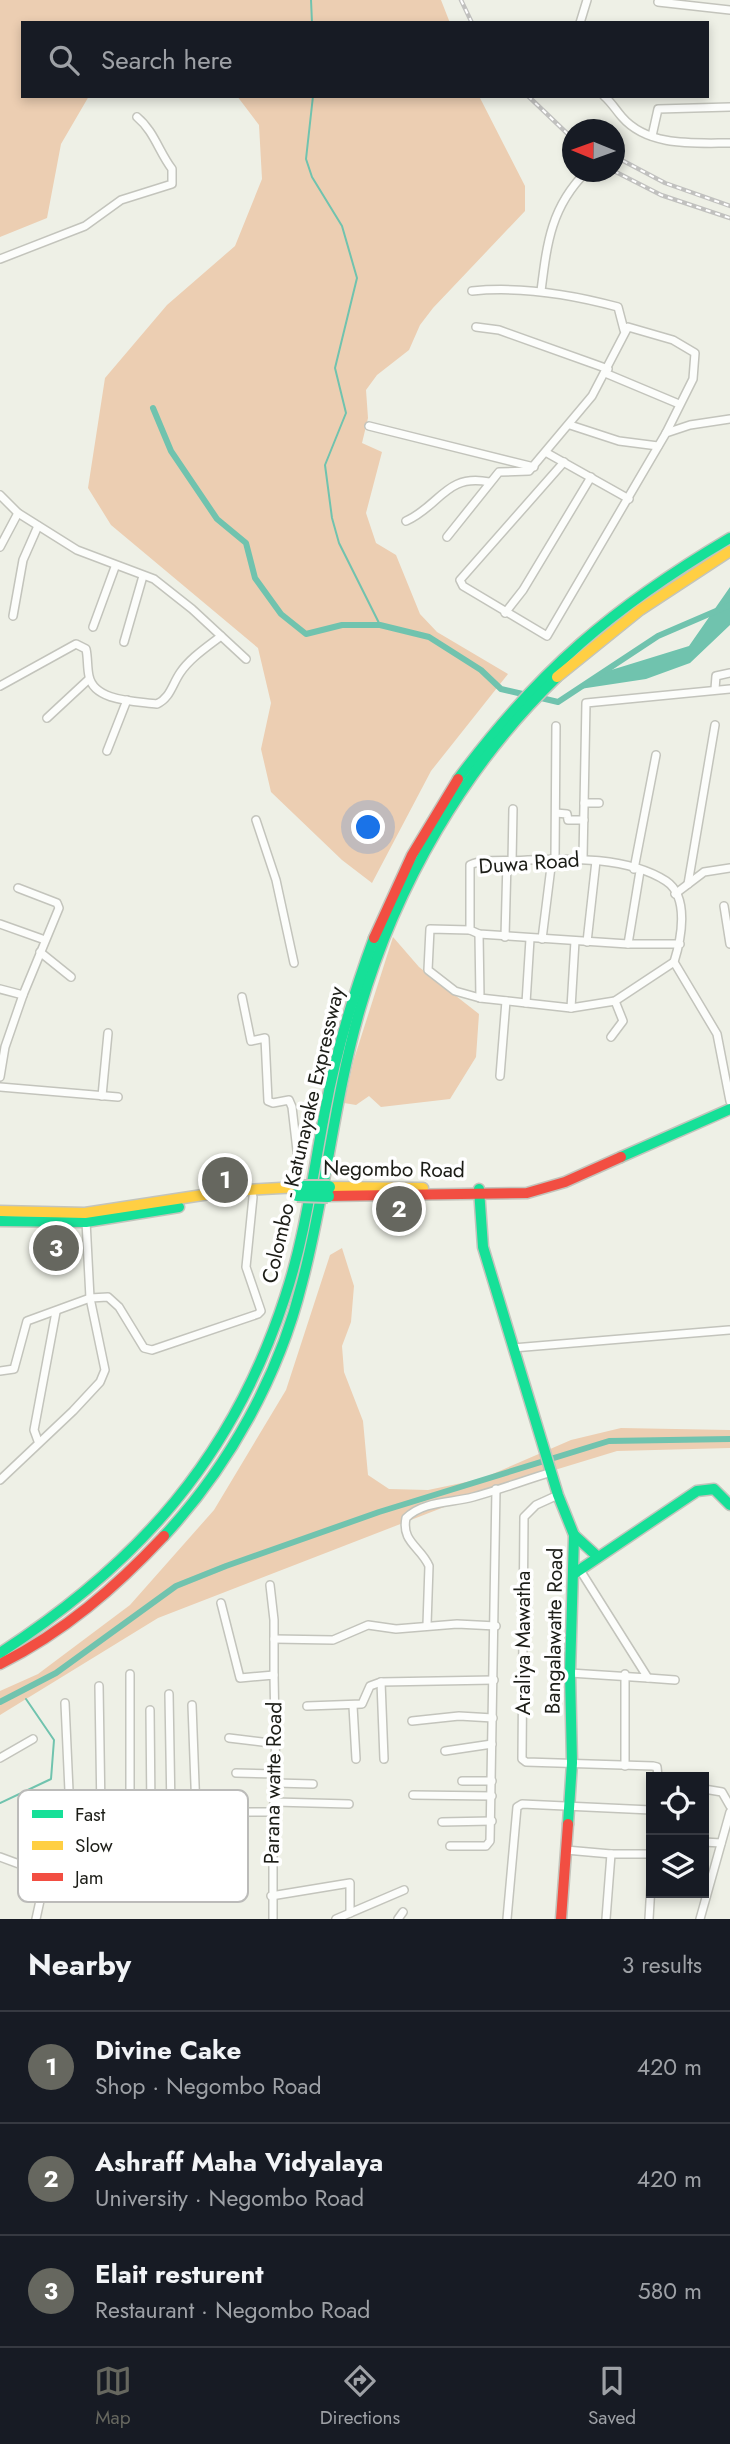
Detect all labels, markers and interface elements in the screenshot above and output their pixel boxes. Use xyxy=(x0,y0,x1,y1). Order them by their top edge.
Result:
search box xyxy=(21,21,709,98)
icon: search xyxy=(45,41,83,79)
text: Search here xyxy=(101,41,233,79)
north arrow xyxy=(562,119,625,182)
your location xyxy=(351,810,385,844)
street label: Duwa Road xyxy=(477,845,581,881)
street label: Colombo - Katunayake Expressway xyxy=(254,983,352,1286)
street label: Negombo Road xyxy=(323,1153,465,1185)
pin: 1 xyxy=(202,1154,248,1206)
pin: 2 xyxy=(376,1183,422,1235)
pin: 3 xyxy=(33,1222,79,1274)
street label: Bangalawatte Road xyxy=(538,1547,570,1715)
street label: Araliya Mawatha xyxy=(508,1571,538,1715)
street label: Parana watte Road xyxy=(257,1701,289,1865)
map controls xyxy=(646,1772,709,1898)
button: locate xyxy=(646,1772,709,1835)
legend xyxy=(18,1790,248,1902)
text: Fast xyxy=(75,1801,106,1828)
text: Slow xyxy=(75,1832,113,1859)
button: layers xyxy=(646,1835,709,1898)
text: Jam xyxy=(72,1864,104,1891)
text: Nearby xyxy=(28,1943,131,1986)
text: 3 results xyxy=(622,1948,702,1982)
text: Divine Cake xyxy=(95,2031,242,2069)
text: 1 xyxy=(45,2050,57,2084)
text: 420 m xyxy=(637,2050,702,2084)
text: Shop · Negombo Road xyxy=(95,2069,322,2103)
text: Ashraff Maha Vidyalaya xyxy=(95,2143,383,2181)
text: 2 xyxy=(43,2162,59,2196)
text: 420 m xyxy=(637,2162,702,2196)
text: University · Negombo Road xyxy=(95,2181,364,2215)
text: Elait resturent xyxy=(95,2255,264,2293)
text: 3 xyxy=(44,2274,58,2308)
text: 580 m xyxy=(638,2274,702,2308)
text: Restaurant · Negombo Road xyxy=(95,2293,370,2327)
tab: Map xyxy=(94,2362,132,2431)
tab: Directions xyxy=(320,2362,400,2431)
tab: Saved xyxy=(588,2362,636,2431)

┄┄┄┄┄┄┄┄┄┄┄┄┄┄┄┄┄┄┄┄

> _Problem statement_: Give nothing but the count of lines in the listing above that hold the string "street".

> _Expected answer_: 6